[Stored data entries]
***

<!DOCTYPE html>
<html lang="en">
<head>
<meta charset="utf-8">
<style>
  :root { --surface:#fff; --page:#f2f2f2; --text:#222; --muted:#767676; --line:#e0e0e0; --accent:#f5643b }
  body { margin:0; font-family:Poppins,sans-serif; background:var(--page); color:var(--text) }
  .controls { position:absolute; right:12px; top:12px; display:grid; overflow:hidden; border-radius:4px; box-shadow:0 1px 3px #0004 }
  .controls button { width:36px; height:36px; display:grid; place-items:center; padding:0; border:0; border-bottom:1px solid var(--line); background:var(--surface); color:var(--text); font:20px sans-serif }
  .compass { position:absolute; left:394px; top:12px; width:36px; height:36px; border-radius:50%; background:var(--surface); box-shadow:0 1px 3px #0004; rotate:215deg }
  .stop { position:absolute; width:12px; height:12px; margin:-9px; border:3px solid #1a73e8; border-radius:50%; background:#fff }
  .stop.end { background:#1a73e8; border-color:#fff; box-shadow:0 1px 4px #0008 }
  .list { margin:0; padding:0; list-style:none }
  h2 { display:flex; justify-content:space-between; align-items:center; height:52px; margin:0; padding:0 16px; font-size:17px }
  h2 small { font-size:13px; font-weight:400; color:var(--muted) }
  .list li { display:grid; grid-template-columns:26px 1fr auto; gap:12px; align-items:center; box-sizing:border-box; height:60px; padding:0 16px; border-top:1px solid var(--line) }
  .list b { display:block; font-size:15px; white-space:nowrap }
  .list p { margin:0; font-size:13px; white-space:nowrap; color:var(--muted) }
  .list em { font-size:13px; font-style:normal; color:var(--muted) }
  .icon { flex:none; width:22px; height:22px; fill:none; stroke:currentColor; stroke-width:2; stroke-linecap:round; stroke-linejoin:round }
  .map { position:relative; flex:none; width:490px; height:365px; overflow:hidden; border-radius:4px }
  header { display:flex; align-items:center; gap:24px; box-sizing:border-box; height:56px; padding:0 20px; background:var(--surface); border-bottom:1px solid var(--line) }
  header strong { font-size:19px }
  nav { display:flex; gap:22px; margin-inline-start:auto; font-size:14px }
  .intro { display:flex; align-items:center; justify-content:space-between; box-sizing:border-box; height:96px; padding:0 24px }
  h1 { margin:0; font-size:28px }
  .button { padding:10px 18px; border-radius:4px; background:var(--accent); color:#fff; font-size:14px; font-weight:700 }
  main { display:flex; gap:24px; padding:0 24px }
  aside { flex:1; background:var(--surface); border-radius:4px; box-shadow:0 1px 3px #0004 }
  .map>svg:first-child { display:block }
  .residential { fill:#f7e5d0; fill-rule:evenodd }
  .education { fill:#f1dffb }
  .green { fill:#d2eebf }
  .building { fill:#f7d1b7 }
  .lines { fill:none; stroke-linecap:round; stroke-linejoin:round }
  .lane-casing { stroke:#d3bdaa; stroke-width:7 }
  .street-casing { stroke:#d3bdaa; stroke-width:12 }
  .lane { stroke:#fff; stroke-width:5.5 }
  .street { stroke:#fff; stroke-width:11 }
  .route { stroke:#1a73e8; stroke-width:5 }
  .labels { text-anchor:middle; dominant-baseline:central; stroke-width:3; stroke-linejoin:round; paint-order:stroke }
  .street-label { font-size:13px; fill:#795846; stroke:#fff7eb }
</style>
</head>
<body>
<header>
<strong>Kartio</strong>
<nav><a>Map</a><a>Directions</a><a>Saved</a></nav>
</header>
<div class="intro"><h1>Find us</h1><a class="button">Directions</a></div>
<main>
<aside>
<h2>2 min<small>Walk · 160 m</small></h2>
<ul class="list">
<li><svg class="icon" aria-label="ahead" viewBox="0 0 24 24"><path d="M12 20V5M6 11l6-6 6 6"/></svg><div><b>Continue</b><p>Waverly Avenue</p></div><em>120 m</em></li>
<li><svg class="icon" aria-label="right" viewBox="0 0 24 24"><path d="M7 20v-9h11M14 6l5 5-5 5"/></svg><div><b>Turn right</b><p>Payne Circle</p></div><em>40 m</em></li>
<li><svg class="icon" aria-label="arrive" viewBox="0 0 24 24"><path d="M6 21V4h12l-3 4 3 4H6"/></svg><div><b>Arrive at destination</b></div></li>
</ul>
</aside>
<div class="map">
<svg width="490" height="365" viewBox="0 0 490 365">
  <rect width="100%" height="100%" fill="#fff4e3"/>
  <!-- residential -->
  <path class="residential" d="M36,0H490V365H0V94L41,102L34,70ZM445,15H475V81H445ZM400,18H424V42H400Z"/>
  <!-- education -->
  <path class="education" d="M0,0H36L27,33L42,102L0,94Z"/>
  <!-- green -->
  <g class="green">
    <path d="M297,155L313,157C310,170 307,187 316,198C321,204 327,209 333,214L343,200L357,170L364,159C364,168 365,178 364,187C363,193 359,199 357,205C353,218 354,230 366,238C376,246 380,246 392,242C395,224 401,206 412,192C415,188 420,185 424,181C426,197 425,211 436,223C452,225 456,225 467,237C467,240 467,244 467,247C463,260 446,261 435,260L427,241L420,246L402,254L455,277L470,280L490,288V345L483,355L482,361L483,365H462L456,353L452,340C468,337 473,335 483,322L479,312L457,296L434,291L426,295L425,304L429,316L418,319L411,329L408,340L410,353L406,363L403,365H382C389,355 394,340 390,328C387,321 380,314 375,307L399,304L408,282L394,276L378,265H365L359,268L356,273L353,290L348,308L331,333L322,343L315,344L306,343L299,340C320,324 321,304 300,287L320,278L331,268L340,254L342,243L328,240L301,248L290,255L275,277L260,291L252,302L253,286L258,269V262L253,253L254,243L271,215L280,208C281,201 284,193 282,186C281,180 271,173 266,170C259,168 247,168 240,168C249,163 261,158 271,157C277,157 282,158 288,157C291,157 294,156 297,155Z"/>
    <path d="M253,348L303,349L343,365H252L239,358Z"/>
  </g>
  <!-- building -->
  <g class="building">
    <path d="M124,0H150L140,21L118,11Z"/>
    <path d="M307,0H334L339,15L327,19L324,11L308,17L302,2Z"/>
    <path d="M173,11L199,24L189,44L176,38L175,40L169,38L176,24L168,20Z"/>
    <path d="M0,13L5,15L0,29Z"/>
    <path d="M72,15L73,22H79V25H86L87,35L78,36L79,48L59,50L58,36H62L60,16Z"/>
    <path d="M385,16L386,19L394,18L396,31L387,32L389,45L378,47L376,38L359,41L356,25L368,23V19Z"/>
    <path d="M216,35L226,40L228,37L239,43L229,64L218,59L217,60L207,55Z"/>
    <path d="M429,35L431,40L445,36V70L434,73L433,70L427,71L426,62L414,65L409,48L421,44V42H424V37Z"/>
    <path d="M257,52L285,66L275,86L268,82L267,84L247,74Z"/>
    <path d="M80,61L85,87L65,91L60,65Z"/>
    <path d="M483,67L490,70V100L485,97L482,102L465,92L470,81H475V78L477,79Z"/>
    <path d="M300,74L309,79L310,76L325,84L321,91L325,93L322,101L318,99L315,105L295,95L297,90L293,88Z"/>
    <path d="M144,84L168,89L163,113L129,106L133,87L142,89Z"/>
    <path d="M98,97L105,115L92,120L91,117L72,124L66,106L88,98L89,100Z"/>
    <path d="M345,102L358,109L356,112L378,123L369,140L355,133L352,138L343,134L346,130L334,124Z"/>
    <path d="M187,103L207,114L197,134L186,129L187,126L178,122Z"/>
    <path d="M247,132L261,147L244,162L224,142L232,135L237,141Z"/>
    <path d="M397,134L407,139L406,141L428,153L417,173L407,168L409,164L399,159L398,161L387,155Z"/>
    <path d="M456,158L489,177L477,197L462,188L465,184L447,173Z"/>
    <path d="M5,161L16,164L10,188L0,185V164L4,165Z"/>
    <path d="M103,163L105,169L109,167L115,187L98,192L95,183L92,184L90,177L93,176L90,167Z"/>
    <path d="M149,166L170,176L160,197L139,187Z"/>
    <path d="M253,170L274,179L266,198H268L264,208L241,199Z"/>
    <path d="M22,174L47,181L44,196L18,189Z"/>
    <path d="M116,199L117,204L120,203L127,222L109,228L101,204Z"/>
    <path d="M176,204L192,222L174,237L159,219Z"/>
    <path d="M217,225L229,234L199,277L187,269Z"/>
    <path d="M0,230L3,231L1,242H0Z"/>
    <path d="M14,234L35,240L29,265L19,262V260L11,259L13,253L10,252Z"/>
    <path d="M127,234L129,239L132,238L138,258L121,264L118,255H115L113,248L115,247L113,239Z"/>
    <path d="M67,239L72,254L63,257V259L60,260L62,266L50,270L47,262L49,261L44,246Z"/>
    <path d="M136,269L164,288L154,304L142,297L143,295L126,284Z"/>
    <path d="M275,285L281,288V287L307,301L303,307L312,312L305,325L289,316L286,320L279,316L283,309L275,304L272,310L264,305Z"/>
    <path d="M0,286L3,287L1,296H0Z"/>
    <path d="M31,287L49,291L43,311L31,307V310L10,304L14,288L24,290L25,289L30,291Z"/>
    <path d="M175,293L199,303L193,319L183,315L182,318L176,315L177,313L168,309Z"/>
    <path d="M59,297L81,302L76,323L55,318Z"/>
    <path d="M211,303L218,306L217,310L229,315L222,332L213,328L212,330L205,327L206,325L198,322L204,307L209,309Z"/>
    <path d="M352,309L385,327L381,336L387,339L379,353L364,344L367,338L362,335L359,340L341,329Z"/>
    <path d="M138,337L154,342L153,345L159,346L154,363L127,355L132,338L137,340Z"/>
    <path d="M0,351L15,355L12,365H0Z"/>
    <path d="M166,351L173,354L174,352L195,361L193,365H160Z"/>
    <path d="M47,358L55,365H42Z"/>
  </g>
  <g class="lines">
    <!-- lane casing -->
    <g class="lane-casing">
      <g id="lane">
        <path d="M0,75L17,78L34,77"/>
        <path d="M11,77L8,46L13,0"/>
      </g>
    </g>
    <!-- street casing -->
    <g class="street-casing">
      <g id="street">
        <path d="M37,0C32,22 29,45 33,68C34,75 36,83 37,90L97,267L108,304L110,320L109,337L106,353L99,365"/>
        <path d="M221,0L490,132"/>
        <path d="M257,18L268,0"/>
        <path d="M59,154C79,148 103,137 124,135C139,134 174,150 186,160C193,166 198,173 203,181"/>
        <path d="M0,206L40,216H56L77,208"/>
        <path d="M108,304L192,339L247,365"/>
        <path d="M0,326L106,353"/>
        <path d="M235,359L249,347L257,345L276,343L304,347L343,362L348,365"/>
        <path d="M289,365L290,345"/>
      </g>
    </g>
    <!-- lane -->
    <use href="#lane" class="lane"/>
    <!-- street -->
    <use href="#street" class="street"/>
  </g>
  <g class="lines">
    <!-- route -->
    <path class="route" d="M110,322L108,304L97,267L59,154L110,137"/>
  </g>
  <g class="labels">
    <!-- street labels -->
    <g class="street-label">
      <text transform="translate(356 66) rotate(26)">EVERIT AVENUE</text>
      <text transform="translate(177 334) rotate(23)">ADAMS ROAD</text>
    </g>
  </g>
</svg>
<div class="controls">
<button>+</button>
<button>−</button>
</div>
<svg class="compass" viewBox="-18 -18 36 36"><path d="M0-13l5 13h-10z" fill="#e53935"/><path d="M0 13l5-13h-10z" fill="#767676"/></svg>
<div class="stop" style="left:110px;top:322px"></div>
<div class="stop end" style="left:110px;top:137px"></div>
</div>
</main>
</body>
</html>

***

Your answer should be the lines from the one containing "<button>+</button>" through the last line of the records, repeated exactly and with nothing added.

<button>+</button>
<button>−</button>
</div>
<svg class="compass" viewBox="-18 -18 36 36"><path d="M0-13l5 13h-10z" fill="#e53935"/><path d="M0 13l5-13h-10z" fill="#767676"/></svg>
<div class="stop" style="left:110px;top:322px"></div>
<div class="stop end" style="left:110px;top:137px"></div>
</div>
</main>
</body>
</html>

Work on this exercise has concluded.